It's documented only for libstdc++. Now, I still consider the existence
of separate documentation for libstdc++ configure options to be
unfortunate - I think all configure options for GCC should be documented
in one place - but that's a separate matter. Although only documented for
libstdc++, it actually appears to be used in the libgcc and libvtv
configure scripts.
Given that it has effects on more than just libstdc++, it needs
documenting in gcc/doc/install.texi, the main documentation of configure
options for GCC. Then there's the question of what the semantics should
be. My presumption is that the feature should be available for all GCC
builds, at least by default on platforms where it can work, and the only
thing needing a configure option should be whether the checks are enabled
for libstdc++ itself (and ideally that would work by multilibbing
libstdc++ rather than needing separate GCC builds to get libstdc++ with
and without the checks). Thus if the platform supports the feature, all
relevant libgcc files should be built, and anything for libstdc++ needed
for user code to use the feature should be built - the only thing not
enabled by default would be checks for libstdc++'s classes' own vtables.
(And unless there are difficulties in building the libgcc files on some
systems, they could be built unconditionally, whether or not any other
support needed for libvtv is present.
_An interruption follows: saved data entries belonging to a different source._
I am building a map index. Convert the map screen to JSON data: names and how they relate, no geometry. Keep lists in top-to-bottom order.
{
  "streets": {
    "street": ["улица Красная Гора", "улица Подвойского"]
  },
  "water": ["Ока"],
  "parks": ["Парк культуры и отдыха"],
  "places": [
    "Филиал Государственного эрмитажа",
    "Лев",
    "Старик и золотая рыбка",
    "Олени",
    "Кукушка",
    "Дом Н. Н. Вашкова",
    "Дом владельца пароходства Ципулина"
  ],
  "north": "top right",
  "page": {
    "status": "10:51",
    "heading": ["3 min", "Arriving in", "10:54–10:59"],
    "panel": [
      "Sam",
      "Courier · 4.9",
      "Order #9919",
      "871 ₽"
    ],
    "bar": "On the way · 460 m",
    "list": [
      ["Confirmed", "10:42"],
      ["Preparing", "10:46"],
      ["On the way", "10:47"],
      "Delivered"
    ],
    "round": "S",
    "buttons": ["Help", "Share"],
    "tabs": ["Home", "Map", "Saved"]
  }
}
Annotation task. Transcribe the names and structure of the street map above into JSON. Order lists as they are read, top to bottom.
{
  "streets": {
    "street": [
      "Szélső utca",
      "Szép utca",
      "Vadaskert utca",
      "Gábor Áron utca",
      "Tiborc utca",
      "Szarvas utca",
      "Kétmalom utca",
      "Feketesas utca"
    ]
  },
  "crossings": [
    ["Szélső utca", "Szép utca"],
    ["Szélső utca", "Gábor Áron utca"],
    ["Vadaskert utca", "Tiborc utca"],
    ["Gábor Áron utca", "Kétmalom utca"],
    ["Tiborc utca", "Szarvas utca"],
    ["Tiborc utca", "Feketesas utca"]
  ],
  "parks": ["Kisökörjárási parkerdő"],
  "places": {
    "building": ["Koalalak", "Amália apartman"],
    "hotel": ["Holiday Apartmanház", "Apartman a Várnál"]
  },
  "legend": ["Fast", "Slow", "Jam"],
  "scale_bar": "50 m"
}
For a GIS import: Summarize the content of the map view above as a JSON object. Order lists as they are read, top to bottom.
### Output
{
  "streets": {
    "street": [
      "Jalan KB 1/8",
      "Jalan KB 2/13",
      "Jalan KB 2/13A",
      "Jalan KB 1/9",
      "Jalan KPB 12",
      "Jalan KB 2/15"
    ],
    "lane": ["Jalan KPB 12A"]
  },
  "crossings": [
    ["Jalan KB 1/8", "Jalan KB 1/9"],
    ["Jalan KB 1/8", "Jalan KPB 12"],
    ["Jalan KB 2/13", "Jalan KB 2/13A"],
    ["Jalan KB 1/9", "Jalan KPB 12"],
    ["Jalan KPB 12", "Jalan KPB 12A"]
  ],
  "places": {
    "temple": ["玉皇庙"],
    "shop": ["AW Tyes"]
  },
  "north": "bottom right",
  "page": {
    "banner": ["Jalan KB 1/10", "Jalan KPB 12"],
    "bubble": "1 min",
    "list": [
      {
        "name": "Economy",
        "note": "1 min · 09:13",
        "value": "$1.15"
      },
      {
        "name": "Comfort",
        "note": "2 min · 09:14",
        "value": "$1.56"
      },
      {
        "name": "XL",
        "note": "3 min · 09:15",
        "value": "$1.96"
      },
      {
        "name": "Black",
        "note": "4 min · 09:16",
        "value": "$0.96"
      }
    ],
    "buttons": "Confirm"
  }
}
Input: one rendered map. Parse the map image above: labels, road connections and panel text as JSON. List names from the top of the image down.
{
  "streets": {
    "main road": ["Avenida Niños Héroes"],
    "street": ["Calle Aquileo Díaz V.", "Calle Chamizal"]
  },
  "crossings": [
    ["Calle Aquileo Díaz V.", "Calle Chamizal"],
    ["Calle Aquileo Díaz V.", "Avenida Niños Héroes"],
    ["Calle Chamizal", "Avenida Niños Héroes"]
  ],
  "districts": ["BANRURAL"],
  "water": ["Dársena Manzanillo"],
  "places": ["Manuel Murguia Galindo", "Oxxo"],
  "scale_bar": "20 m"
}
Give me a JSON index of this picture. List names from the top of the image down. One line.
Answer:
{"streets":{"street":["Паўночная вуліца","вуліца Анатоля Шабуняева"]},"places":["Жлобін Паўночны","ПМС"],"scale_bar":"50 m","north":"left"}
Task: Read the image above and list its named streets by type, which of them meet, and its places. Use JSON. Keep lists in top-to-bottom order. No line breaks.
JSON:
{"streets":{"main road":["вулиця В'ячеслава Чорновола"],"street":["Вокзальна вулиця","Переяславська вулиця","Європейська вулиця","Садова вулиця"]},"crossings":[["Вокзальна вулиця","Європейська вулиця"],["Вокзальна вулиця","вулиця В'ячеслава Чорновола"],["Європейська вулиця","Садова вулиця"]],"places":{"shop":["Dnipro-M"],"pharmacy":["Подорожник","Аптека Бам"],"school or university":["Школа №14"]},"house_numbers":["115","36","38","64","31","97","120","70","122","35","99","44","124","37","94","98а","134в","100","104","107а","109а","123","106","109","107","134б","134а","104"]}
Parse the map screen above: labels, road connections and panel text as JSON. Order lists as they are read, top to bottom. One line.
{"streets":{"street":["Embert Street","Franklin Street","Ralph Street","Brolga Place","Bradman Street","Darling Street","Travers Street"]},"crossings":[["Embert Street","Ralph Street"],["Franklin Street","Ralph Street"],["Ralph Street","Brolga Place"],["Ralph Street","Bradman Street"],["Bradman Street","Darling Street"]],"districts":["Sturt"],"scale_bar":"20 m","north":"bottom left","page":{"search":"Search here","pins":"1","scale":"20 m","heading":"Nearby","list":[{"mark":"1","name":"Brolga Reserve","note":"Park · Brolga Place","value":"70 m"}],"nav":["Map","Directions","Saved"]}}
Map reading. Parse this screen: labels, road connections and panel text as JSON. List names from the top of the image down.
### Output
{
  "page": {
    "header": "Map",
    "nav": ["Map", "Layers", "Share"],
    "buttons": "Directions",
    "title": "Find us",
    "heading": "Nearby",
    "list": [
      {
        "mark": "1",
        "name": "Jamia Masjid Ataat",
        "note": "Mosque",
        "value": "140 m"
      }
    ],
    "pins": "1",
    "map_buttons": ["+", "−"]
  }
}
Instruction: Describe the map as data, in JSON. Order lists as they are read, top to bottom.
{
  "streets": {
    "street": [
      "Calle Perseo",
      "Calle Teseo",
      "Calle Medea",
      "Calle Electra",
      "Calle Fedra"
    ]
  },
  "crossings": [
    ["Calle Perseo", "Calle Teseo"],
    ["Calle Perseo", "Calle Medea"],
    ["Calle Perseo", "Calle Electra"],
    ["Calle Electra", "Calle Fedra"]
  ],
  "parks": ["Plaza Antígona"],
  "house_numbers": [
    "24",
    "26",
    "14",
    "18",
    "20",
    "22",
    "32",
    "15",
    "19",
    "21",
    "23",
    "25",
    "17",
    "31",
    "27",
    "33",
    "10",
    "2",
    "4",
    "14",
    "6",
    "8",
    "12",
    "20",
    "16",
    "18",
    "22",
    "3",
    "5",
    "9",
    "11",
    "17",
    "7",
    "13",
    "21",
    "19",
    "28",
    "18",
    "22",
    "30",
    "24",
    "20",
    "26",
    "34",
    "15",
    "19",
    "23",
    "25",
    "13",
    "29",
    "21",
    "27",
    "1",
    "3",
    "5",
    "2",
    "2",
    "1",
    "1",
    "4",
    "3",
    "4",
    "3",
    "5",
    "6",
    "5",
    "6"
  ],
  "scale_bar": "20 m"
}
Actually, it looks like they may
depend on an ELF target, but not on anything more.)
Could you confirm that the libstdc++ ABI is not affected by the configure
option - that the same symbols, at the same symbol versions, with the same
semantics, are exported from libstdc++.so for builds with and without the
feature enabled?
The file cp/vtable-class-hierarchy.c includes "tm.h". Includes of tm.h
from front ends are discouraged, and should have comments on them listing
what target macros are used by the file in question (and so need to be
converted to hooks before the include can be removed). Could you add such
a comment to the #include (or if it's redundant, remove all redundant
#includes from that file)?
You have a
+#define MAX_SET_SIZE 5000
which superficially looks like an arbitrary limit. Could you add a
comment explaining why no input files, not matter how extreme, could ever
exceed the limit of 5000? You have a couple of gcc_asserts regarding this
limit, and an on-stack array for which it's at least not immediately
obvious that all accesses are checked to ensure that a buffer overrun is
impossible.
If you have an arbitrary limit, and some input *can* exceed it (so
triggering the gcc_asserts or buffer overrun), the right fix is of course
to remove it, probably using vec.h to produce a dynamically growing array
instead of hardcoding a size at all. But failing that, exceeding the
limit must result in a sorry () call, not an assertion failure or buffer
overrun, neither of which is acceptable behavior for any compiler input
whatever.
Other people have previously commented about the logs *generated by the
compiler*. The issue raised regarding the directories for those logs has
been fixed so my only comment there is that the diagnostics for failure to
open those files have several problems:
* Diagnostics should not start with a capital letter.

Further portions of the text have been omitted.